Of all the practices that impact learning engagement, few could be more important than the ‘first day, first class’ signals teachers give their students about the learning culture desired in their classrooms. Yet of all the issues impacting learning engagement, no issue seems to be so lacking in empirical evidence about how effective teachers actually do this. In other words, we have not found a single well-documented and published study into the way capable teachers initiate the routines that will enable and sustain their students’ learning. The 2017 Brisbane Grammar School Project that Peter Taylor and I conducted breaks new ground in the research literature on teaching and learning by investigating how highly effective teachers establish enabling pedagogical routines with a new class of students. Here is our first set of findings from the project.
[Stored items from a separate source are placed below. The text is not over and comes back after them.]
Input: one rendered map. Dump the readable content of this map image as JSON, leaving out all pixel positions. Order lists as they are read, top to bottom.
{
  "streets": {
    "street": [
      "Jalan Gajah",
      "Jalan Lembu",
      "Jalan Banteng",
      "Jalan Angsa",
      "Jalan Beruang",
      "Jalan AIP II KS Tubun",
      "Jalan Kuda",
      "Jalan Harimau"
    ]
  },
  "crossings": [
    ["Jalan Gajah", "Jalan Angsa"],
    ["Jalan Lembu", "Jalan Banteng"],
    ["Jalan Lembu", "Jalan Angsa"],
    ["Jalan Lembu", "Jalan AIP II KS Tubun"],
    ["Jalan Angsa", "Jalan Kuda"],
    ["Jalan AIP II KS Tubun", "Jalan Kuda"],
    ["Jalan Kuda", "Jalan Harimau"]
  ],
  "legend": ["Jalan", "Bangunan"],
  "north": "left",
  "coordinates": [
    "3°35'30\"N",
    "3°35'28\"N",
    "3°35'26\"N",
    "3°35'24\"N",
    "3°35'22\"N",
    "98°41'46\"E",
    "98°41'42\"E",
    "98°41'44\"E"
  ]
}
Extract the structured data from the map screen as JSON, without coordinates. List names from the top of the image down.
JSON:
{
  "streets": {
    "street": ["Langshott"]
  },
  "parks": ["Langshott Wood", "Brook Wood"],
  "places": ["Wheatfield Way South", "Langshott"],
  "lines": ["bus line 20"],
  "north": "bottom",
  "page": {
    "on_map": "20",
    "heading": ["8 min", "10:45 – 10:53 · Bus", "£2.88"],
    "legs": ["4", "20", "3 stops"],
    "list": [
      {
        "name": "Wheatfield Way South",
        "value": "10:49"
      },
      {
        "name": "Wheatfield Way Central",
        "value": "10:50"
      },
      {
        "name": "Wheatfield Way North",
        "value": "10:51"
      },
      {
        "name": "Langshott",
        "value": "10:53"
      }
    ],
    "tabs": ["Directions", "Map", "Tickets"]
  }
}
In identifying the gap in the literature, we do acknowledge that ‘first day, first class’ is a topic much commented upon within and outside the teaching profession. However, that commentary is characterised by anecdote, advice and admonition, rather than any findings from rigorous research. Moreover, the focus of that commentary is generally on the entry and exit points of formal education – early years or tertiary – rather than on the middle and secondary sectors. The trend in the early years commentary is increasingly inclusive of parents,[1] while much of the tertiary-focused commentary is directed towards assisting US-college academics (many of whom may not be trained teachers) seeking ‘buy-in’ from a new class of students.[2]

A further limitation of its ‘tips and tricks’ advocacy is that much of it targets a subset of teachers – neophyte teachers in the main[3] – whose are presumed to be underprepared, anxious beginners in need of ‘survival’ techniques. Sue Cowley’s How to survive your first year in teaching, for example, offers “to guide you right from the start of day one, lesson one, [when]… your stomach feels like lead and your mouth feels as dry as the Sahara desert”.[4]  Such levels of anxiety are not, we suggest, unique to beginning teachers, nor are they experienced by all new teachers. Our interest in this paper is how effective teachers engage their students notwithstanding their levels of anxiety or years of professional service.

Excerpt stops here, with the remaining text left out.